[Material to process Boundary: Start]
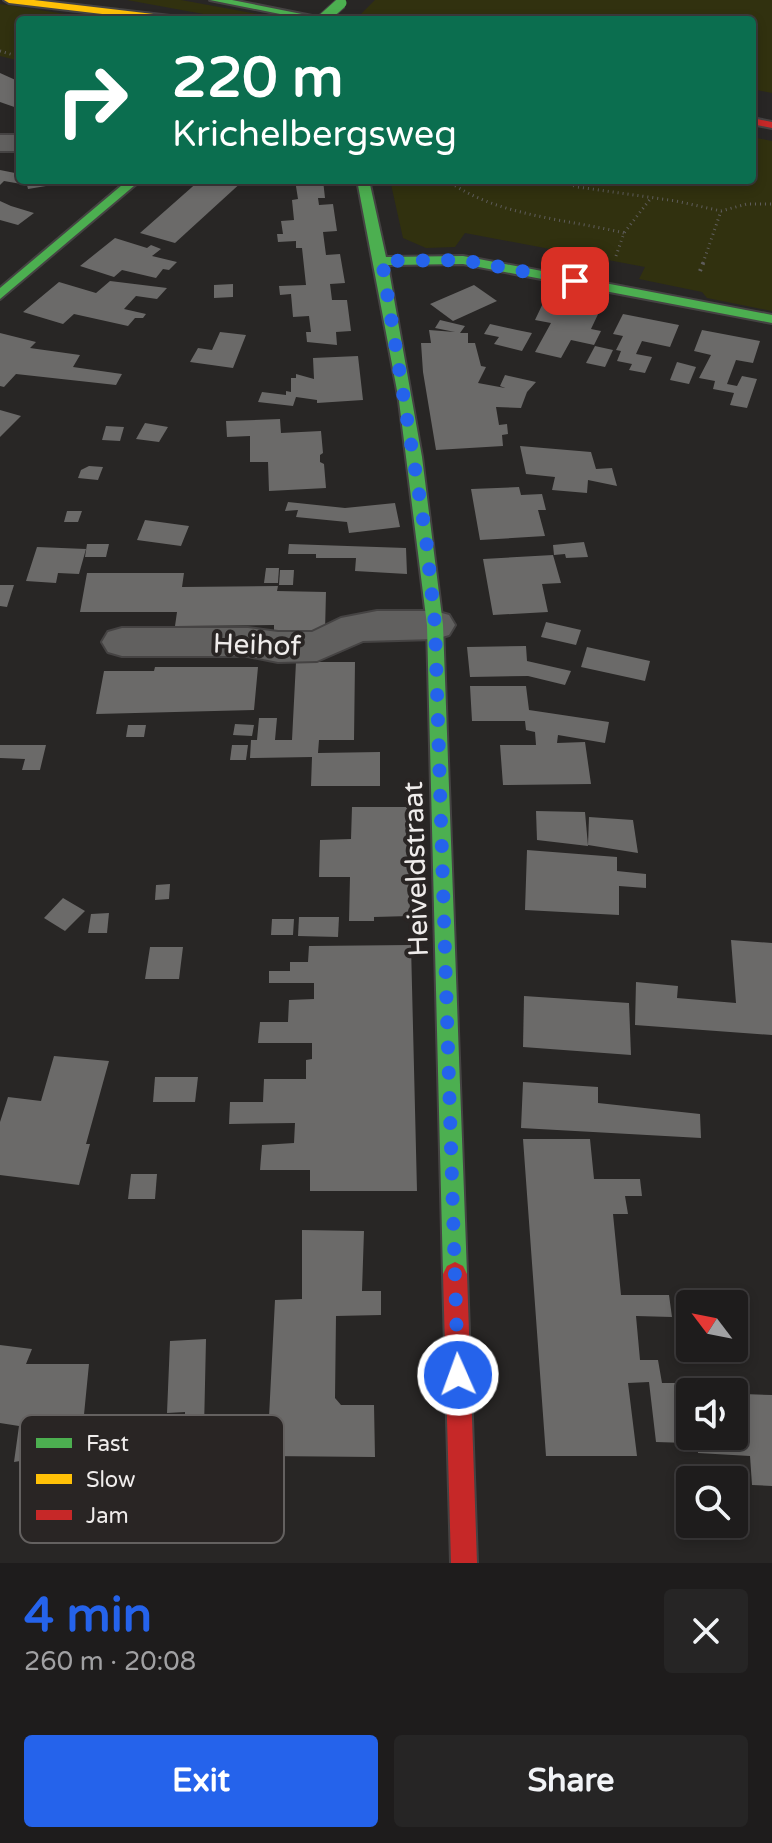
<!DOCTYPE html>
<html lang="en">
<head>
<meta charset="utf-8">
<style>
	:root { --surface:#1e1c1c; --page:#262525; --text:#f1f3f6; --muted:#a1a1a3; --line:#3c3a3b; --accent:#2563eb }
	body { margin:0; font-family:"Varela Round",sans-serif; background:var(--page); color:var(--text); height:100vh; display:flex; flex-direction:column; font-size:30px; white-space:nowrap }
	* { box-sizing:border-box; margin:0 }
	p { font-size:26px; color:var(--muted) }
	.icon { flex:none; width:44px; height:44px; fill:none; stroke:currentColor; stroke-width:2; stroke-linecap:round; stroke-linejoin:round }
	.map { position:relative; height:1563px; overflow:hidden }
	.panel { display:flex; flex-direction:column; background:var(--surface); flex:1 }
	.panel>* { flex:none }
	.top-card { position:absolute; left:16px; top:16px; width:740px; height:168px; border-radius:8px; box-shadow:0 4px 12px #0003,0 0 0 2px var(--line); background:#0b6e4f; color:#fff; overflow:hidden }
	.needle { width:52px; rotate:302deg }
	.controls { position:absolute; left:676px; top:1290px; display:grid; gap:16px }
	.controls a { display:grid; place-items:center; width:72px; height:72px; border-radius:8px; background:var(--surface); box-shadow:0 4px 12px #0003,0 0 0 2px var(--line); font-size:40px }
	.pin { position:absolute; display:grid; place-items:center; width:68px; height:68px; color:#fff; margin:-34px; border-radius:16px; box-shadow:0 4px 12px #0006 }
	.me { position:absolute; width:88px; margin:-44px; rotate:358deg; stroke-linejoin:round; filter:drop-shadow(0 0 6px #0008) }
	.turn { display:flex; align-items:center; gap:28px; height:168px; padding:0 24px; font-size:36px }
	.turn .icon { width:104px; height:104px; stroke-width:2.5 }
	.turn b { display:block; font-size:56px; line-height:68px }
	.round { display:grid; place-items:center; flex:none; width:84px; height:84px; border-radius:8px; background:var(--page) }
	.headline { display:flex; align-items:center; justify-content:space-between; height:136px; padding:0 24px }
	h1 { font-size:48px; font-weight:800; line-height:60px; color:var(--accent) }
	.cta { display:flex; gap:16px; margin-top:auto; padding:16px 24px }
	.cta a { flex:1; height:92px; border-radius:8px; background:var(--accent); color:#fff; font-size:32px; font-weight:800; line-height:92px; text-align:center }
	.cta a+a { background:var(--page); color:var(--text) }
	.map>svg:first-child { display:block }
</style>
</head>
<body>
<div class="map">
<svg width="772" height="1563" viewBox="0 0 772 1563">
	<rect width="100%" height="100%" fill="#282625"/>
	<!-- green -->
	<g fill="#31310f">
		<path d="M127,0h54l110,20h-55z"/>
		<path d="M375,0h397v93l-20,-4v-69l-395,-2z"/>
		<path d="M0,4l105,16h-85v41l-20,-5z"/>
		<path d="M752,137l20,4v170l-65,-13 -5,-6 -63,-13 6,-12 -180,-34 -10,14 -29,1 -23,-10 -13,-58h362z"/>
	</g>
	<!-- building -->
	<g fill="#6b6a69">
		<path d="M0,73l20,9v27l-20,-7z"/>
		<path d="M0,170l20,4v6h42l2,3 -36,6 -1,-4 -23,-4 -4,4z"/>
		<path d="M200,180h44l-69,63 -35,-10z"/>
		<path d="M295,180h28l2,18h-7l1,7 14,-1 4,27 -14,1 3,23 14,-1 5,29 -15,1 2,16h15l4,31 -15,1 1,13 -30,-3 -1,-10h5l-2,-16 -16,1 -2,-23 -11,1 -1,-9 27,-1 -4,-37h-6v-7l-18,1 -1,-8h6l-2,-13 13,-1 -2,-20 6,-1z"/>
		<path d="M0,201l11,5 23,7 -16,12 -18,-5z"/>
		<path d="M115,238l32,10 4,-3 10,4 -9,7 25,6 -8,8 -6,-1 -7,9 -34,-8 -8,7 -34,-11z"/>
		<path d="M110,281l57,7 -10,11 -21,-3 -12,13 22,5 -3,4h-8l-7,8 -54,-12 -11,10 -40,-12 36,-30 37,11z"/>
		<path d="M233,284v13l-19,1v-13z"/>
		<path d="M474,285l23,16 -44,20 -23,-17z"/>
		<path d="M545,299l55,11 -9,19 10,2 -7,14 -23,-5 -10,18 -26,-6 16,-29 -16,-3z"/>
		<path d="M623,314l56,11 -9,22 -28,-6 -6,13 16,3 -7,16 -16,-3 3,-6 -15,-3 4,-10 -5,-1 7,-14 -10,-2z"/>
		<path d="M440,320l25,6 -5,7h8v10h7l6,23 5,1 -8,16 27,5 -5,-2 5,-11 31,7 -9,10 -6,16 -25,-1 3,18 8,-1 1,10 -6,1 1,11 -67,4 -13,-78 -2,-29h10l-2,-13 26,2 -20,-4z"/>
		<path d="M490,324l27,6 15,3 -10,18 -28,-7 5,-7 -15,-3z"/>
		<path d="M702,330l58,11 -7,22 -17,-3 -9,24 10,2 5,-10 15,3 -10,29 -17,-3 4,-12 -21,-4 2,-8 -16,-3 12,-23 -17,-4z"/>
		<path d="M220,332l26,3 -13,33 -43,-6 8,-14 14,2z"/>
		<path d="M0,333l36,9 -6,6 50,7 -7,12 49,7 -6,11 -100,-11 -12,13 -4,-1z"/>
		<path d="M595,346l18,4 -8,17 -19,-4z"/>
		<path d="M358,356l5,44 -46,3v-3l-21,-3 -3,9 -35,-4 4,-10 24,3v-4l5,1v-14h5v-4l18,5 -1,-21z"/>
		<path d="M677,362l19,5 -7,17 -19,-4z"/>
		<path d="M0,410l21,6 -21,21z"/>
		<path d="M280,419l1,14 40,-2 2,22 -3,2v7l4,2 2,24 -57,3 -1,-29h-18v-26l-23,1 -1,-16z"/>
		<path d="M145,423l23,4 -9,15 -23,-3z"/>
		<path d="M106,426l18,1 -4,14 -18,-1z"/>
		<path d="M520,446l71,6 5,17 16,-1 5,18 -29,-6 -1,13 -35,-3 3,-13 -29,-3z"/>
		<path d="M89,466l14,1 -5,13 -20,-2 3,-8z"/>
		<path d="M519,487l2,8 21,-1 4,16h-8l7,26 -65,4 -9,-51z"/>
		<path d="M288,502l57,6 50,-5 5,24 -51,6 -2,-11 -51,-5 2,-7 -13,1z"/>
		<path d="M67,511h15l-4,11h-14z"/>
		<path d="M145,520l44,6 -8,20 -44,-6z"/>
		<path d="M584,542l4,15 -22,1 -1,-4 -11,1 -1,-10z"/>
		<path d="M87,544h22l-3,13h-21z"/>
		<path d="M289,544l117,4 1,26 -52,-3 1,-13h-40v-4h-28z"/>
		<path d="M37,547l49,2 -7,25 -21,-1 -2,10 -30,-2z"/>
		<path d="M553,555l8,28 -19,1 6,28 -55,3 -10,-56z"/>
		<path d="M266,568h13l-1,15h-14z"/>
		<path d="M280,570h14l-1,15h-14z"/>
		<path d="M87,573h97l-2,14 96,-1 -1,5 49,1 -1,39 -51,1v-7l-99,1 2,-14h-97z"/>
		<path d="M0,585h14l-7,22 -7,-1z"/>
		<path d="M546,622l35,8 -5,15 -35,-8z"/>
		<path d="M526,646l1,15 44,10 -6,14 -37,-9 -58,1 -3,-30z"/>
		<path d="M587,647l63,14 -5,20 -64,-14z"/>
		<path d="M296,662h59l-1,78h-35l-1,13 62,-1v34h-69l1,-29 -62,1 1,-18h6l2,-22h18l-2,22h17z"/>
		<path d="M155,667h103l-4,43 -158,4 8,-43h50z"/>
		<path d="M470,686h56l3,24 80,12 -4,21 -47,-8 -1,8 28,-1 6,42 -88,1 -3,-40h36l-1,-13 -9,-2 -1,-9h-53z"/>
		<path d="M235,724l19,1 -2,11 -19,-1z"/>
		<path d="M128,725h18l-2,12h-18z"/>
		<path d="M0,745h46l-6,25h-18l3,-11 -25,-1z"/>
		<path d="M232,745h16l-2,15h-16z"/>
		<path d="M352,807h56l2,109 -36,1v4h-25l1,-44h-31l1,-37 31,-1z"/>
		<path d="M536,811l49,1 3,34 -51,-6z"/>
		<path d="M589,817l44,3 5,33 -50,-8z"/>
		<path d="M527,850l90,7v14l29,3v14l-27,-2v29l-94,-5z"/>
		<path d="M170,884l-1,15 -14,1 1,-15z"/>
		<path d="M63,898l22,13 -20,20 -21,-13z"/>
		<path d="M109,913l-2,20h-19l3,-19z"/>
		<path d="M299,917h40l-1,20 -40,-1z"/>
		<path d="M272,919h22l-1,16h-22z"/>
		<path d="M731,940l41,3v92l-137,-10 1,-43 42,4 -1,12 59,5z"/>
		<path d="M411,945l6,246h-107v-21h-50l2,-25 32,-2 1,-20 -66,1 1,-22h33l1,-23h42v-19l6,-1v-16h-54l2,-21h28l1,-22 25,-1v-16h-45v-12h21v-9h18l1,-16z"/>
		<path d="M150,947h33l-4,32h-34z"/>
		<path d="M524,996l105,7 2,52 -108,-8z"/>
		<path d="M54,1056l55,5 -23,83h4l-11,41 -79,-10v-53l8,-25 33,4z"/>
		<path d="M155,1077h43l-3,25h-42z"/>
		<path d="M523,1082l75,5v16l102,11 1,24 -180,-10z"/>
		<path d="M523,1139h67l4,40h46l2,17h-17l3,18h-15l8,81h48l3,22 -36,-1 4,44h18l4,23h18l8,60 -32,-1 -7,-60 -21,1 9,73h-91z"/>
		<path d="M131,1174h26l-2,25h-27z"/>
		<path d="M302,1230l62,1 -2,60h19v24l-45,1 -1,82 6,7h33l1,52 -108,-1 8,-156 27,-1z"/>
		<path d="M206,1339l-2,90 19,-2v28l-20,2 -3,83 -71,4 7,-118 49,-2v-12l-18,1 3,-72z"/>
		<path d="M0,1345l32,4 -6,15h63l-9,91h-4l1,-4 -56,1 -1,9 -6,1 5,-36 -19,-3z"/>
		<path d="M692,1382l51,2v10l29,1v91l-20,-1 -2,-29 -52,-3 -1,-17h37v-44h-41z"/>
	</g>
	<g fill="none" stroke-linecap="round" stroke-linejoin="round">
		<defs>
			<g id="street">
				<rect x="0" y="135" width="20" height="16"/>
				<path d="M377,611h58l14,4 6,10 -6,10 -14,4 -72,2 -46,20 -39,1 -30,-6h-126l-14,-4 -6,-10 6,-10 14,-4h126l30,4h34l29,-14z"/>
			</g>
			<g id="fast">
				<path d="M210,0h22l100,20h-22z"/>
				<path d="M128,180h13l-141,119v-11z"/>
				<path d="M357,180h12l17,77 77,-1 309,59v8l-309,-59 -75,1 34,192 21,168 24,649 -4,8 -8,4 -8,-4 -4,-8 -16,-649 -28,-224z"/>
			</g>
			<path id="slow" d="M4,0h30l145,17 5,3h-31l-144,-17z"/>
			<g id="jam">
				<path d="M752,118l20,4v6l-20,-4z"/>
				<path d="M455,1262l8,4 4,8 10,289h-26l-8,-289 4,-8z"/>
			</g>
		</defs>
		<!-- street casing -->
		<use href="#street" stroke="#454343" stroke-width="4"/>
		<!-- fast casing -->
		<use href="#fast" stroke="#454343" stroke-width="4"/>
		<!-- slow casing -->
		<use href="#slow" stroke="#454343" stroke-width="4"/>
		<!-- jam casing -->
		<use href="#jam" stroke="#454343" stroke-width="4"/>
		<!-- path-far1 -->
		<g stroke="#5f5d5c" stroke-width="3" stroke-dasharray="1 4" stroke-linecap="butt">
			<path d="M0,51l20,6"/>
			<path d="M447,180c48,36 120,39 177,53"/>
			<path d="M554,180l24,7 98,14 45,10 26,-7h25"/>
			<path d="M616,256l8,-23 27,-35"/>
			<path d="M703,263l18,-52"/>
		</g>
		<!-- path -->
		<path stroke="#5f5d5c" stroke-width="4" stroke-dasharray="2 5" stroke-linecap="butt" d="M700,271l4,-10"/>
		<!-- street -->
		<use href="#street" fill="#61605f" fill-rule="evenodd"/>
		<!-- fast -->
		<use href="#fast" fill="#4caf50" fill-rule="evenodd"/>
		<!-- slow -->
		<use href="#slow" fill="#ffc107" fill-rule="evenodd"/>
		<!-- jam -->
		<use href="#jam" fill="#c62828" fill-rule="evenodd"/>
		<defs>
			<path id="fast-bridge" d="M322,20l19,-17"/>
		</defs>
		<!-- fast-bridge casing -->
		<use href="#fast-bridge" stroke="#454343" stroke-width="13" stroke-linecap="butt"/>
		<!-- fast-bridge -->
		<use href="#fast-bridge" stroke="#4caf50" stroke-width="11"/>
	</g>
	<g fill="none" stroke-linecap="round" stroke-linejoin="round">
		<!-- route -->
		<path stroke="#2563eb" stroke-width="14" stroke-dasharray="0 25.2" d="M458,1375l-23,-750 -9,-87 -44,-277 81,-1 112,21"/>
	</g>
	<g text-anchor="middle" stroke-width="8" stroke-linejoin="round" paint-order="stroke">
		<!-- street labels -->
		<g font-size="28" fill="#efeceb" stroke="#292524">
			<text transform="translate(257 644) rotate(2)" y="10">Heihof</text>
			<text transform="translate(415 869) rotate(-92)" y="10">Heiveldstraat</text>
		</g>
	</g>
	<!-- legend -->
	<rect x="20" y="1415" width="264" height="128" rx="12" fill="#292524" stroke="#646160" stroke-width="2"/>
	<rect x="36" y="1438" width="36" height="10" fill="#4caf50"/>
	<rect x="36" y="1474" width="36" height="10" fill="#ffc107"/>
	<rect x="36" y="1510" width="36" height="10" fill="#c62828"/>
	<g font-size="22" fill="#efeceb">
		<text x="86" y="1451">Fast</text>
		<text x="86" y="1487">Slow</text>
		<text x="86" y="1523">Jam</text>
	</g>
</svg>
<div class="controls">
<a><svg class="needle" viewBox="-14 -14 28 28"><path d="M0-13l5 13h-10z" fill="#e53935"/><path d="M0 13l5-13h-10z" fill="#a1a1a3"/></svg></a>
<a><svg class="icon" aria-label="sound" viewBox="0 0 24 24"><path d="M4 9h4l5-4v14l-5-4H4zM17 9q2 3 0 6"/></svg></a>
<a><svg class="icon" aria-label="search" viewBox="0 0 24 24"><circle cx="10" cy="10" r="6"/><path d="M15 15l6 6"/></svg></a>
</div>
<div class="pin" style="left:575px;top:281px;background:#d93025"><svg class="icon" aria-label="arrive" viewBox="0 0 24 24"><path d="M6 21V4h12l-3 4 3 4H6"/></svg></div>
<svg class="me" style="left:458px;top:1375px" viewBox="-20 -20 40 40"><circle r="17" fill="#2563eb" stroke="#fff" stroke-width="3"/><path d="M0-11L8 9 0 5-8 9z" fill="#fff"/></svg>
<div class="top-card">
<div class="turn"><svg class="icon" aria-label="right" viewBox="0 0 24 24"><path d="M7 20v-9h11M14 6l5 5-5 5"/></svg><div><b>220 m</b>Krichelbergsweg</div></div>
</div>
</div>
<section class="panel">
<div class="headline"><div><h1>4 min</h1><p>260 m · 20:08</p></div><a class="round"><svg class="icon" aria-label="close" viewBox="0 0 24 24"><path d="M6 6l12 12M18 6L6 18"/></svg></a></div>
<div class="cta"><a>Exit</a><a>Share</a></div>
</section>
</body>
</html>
[Material to process Boundary: End]
> _Exercise objective_: Output only an exact transcription of the lines above from the one with "flex:1; height:92px; border-radius:8px;" up to and including the one with "<!-- green -->".

> _Exercise answer_:
	.cta a { flex:1; height:92px; border-radius:8px; background:var(--accent); color:#fff; font-size:32px; font-weight:800; line-height:92px; text-align:center }
	.cta a+a { background:var(--page); color:var(--text) }
	.map>svg:first-child { display:block }
</style>
</head>
<body>
<div class="map">
<svg width="772" height="1563" viewBox="0 0 772 1563">
	<rect width="100%" height="100%" fill="#282625"/>
	<!-- green -->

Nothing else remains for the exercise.